--- James Risen wrote in the New York Times, June 17, 2008. His article said:
Army Overseer Tells of Ouster Over KBR Stir
Ever since KBR emerged as the dominant contractor in Iraq, critics have questioned whether the company has benefited from its political connections to the Bush administration. Until last year, KBR was known as Kellogg, Brown and Root and was a subsidiary of Halliburton, the Texas oil services giant, where Vice President Dick Cheney previously served as chief executive.
When told of Mr. Smith’s account, Representative Henry A. Waxman, the California Democrat who is chairman of the House Oversight and Government Reform Committee, said it “is startling, and it confirms the committee’s worst fears. KBR has repeatedly gouged the taxpayer, and the Bush administration has looked the other way every time."

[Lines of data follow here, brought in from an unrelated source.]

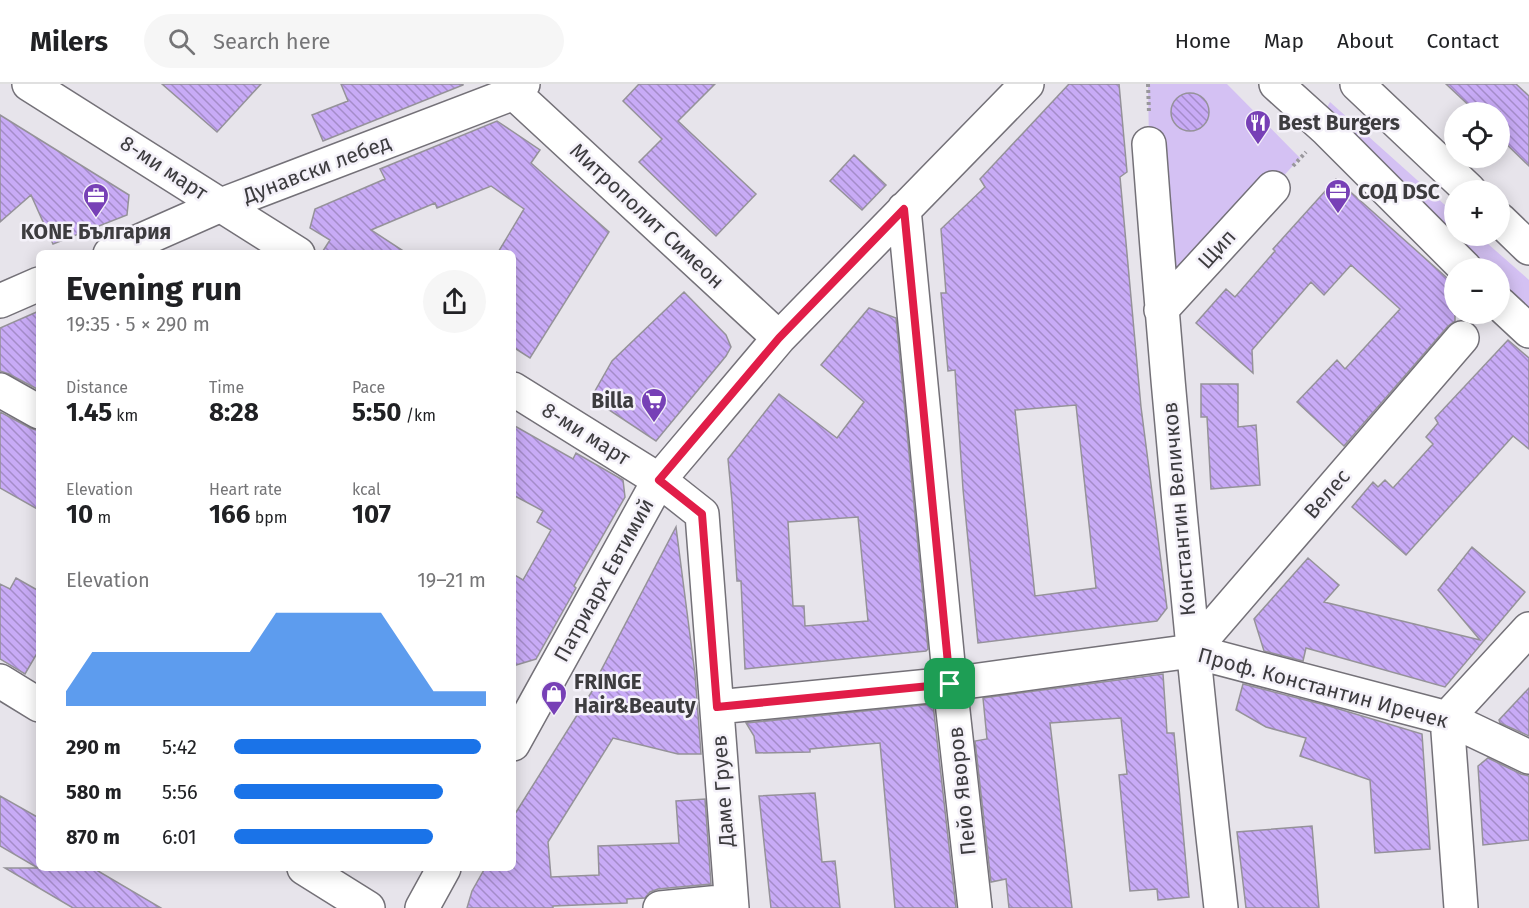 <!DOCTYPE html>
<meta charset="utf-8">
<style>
body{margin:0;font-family:"Fira Sans",sans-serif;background:#f6f6f6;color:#202124;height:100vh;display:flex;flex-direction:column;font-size:22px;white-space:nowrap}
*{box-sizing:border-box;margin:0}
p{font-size:20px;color:#757577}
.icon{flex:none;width:33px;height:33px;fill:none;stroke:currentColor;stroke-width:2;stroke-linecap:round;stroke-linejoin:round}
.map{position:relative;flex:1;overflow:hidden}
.side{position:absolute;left:36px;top:166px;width:480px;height:621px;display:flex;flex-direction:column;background:#fff;border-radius:9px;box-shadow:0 3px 15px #0003}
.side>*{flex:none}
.controls{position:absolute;left:1444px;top:18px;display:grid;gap:12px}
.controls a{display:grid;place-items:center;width:66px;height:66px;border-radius:50%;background:#fff;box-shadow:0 3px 15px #0003;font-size:30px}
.pin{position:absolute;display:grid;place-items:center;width:51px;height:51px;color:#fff;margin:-26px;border-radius:12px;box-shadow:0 3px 9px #0006}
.round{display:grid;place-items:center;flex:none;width:63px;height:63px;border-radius:32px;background:#f6f6f6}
.headline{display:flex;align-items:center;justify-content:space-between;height:102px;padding:0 30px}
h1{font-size:33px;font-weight:700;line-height:45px}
.stats{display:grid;grid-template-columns:repeat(3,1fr);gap:9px;height:102px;padding:6px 30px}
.stats div{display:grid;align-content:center}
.stats b{font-size:26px;font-weight:700}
.stats small{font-size:16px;font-weight:400}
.stats p{font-size:16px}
.chart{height:168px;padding:12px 30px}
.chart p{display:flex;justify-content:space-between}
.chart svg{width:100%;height:108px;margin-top:6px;fill:#1a73e8;opacity:.7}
ul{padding:0 30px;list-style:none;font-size:20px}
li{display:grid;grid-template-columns:96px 72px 1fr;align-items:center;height:45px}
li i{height:15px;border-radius:8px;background:#1a73e8}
header{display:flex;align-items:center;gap:36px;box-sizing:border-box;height:84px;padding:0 30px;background:#fff;border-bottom:2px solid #e0e0e0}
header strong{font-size:28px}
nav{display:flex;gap:33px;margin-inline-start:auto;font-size:21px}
.search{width:420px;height:54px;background:#f6f6f6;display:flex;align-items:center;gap:15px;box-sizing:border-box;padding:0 21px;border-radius:33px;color:#757577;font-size:22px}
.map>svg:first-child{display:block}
.grass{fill:#d4c1f3}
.building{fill:url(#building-back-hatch);stroke:#959299;stroke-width:1.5;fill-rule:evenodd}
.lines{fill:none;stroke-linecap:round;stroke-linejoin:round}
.minor-casing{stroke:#747178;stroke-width:36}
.secondary-casing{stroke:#747178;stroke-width:36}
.path{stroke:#99979c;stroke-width:4;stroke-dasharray:3 3;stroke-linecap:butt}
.minor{stroke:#fff;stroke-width:33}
.secondary{stroke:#fff;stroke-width:33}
.route-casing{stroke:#fff;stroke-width:12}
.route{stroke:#e11d48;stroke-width:8}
.labels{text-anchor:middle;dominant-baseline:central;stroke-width:5;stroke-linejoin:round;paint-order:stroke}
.poi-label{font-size:21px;font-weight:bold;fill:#3d3c3f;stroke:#f4f1f9;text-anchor:start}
.street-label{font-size:21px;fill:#3d3c3f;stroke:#f4f1f9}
</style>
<header>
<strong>Milers</strong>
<div class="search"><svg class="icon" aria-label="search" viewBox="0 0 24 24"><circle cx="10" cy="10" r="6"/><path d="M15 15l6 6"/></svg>Search here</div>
<nav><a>Home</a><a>Map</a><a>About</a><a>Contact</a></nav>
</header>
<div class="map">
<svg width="1529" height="824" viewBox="0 0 1529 824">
<defs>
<pattern id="building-back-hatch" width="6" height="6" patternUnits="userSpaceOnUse" patternTransform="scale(1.5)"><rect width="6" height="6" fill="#c8abf6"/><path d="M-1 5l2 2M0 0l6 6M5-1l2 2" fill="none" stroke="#a48cc9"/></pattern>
</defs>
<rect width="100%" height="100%" fill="#e7e4eb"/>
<!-- grass -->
<path class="grass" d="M1148,0h79l73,74 -139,152 -12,-166z
M1330,18l125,112v22h24l50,44v52l-29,-37 7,-9 -7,-7v-11h-11l-164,-157z"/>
<!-- building -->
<path class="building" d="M162,0h99l-44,48z
M341,0h122v1l-140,56 -11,-26 36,-14z
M639,0h76l-37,37 78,73 -40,42 -77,-74 23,-23 -39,-38z
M1069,0h50l8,88 -7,5 21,230 26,201 -10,13 -179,22 -15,-154 -8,-119 -7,1 -7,-78h5l-5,-64 44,-42 -5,-8zM1076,321l20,183 -61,8 -20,-186z
M1446,0h70l13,12v70l-29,-28v-26h-24z
M1171 28a19 19 0 1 1 38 0a19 19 0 1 1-38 0Z
M0,31l129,80 -2,20 -74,29 -22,-49 -31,27z
M497,37l43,29 -9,13 78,69 -79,126 -17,-11v-93h-16l27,-45 -33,-23 -54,22 -2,-5 -64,27 37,24h-87l9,-14 -20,-12 5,-19 70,-30 -5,-10z
M854,71l32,30 -24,25 -32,-29z
M1336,95l119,106v36l-7,5 -104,120 -47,-44 40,-42 8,9 55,-60 -49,-44 -27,30 -13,-13 -59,68 1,23 -57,-50 30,-34 9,8 40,-46 -2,-2z
M684,208l42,43 5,12 -5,9 -70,85 -65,-43 21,-37z
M869,224l27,10 32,331 -2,2 -181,18 -4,-88h-4l-5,-80 -4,-42 51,-65 58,44 27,-36 -43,-37zM858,433l10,104 -63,5 -1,-20h-11l-5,-84z
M39,227v79l-30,-16 -9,-3v-43z
M1508,256l21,18v91l-16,-13 -107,119 -54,-48 21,-25 5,5 7,-7 8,8 40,-44 -7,-7 12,-14 -3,-5z
M1201,300h37v43l18,-2 4,60 -49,4 -4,-72h-6z
M0,328l30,16 9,3v79l-39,-22z
M513,341l60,34 3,-6 47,27 2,17 -51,89 2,2 -40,71 -23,7v-92l10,6 28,-50 -14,-8 6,-11 -30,-16z
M676,443l19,147 6,80h-23l-65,-16 -65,104 3,35 48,-2 -1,-29 81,-3 -3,-42 29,-2 6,85 -53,5 -8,3 -5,6 -18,1v4l-74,3v2h-86l5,-17 13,-23h28v-51l83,-132 -2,-1z
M1472,463l53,45 -80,95 -139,-39 -3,13 -39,-10 -10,-32 54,-61 31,27 -15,17 156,38 -42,-50z
M16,494l23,13v59l-14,24 -25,-15v-75l10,5z
M1163,590l4,59h7l15,164 -31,3 -1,-11 -27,2 -11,-116 8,-1 -6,-56 -71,5 22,185h-63l-3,-29 -15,3 -16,-141 12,-2 -4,-41z
M1243,600l86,22 93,28 8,115 -55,4 -5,-73 -70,-24 6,-18 -40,-11 -30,-17z
M1529,604v48l-29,-13 -1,-3z
M933,620l23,204h-61l-15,-165 -70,6v3l-54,1 -2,-17 -8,-13z
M1488,674l33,16 8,2v64l-46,5 -5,-79z
M815,709l7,69 13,-1 5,47h-69l-12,-112z
M0,712l39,22v50h54l68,40h-88l-68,-40h33l-38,-22z
M1312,742l7,82h-73l-9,-76z"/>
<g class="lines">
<defs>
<path id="minor" d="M29,0l269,170
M514,9l265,245
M1149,60c19,255 43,510 72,764
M904,125l46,475 25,224
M110,170l111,-49 293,-112 9,-9
M0,217l39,-17
M1161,226l112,-122
M513,305l146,91 43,34 30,394
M0,306l39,22
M1192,567l270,-313
M0,597l39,24
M717,623l233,-23 242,-33 255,67 82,39
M513,660l146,-264 120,-142 248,-254
M304,784l64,40
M422,824l22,-40
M660,824l71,-7
M1461,824l-14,-190 82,-89"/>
<path id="secondary" d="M1276,0l51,46 138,138
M1357,0l112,106
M1500,136l29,28
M1500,220l29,27"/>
</defs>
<!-- minor casing -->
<use href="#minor" class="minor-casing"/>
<!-- secondary casing -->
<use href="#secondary" class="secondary-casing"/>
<!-- path -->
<path class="path" d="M1148,0l1,29
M1293,82l13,-14"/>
<!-- minor -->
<use href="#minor" class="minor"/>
<!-- secondary -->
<use href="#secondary" class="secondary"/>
</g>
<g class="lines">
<defs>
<path id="route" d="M904,125l46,475 -233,23 -15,-193 -43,-34 120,-142z"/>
</defs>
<!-- route casing -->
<use href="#route" class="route-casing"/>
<!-- route -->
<use href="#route" class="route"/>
</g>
<!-- icons -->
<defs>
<symbol id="restaurant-pin" viewBox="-11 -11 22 30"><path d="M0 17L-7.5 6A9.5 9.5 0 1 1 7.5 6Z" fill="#7740b6" stroke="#f4f1f9"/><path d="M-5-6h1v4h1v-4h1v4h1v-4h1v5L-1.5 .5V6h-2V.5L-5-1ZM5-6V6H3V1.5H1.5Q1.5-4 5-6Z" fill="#fff"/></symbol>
<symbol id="office-pin" viewBox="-11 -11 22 30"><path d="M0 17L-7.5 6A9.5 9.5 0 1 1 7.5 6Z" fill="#7740b6" stroke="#f4f1f9"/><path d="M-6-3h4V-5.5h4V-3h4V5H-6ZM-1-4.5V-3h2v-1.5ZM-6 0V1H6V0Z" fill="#fff"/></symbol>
<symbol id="supermarket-pin" viewBox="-11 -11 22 30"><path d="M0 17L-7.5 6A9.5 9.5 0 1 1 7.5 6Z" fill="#7740b6" stroke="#f4f1f9"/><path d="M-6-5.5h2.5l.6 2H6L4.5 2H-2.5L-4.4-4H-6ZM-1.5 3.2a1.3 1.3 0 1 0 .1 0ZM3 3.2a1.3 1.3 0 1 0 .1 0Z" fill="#fff"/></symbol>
<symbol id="shop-pin" viewBox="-11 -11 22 30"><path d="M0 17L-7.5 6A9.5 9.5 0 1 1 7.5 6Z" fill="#7740b6" stroke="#f4f1f9"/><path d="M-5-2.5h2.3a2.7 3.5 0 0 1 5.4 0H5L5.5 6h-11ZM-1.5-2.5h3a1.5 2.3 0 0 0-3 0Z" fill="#fff"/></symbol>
</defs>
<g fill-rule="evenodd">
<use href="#restaurant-pin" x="1243" y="24" width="30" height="40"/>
<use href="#office-pin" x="1323" y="93" width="30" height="40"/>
<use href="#office-pin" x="81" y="97" width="30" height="40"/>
<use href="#supermarket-pin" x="639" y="302" width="30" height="40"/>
<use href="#shop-pin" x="539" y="595" width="30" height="40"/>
</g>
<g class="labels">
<!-- poi labels -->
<g class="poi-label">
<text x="1278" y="39">Best Burgers</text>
<text x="1358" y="108">СОД DSC</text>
<text x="96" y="148" text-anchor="middle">KONE България</text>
<text x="634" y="317" text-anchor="end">Billa</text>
<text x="574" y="598">FRINGE<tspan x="574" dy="24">Hair&amp;Beauty</tspan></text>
</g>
<!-- street labels -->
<g class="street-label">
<text transform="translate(164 84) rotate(33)">8-ми март</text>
<text transform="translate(317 85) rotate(-21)">Дунавски лебед</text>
<text transform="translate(647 132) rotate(43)">Митрополит Симеон</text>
<text transform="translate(1217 165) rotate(-48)">Щип</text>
<text transform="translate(586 350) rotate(32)">8-ми март</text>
<text transform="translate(1327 410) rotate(-49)">Велес</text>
<text transform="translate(1179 425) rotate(-95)">Константин Величков</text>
<text transform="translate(604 496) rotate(-61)">Патриарх Евтимий</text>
<text transform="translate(1323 604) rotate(15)">Проф. Константин Иречек</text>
<text transform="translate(723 707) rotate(-94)">Даме Груев</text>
<text transform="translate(962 707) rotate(-96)">Пейо Яворов</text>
</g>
</g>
</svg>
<div class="controls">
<a><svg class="icon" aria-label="locate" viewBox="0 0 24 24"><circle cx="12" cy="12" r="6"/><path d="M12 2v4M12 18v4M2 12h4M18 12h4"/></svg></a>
<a>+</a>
<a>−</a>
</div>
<div class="pin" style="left:950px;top:600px;background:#1e9e55"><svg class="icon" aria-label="arrive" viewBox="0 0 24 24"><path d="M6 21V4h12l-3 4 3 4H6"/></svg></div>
<section class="side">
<div class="headline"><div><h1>Evening run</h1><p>19:35 · 5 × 290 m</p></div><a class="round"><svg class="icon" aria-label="share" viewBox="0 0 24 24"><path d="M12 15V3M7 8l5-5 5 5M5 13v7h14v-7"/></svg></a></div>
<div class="stats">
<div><p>Distance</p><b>1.45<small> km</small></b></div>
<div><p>Time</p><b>8:28</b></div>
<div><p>Pace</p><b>5:50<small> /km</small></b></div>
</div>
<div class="stats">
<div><p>Elevation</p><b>10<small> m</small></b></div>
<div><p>Heart rate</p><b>166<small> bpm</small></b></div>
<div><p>kcal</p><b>107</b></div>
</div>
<div class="chart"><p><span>Elevation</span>19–21 m</p>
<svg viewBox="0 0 160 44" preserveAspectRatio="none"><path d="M0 44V38L10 22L20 22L30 22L40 22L50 22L60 22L70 22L80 6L90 6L100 6L110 6L120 6L130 22L140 38L150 38L160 38V44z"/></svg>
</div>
<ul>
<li><b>290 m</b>5:42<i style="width:98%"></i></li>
<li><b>580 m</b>5:56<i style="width:83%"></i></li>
<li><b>870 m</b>6:01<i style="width:79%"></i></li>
</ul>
</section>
</div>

Mr. Smith, a civilian employee of the Army for 31 years, spent his entire career at the Rock Island Arsenal, the Army’s headquarters for much of its contracting work, near Davenport, Iowa. He said he had waited to speak out until after he retired in February.
$40 billion is a lot to waste, but with team work, it can be done. The author describes his experience as the Army manager responsible for the LOGCAP program for supply contracts from 2001 to 2004. This included travels to Iraq during the war and his removal from the post when he refused to continue awarding contracts to KBR when other outfits could clearly perform better.
The book also analyzes problems with the Army approach to contracts in today's military environment, and with congressional oversight of the program.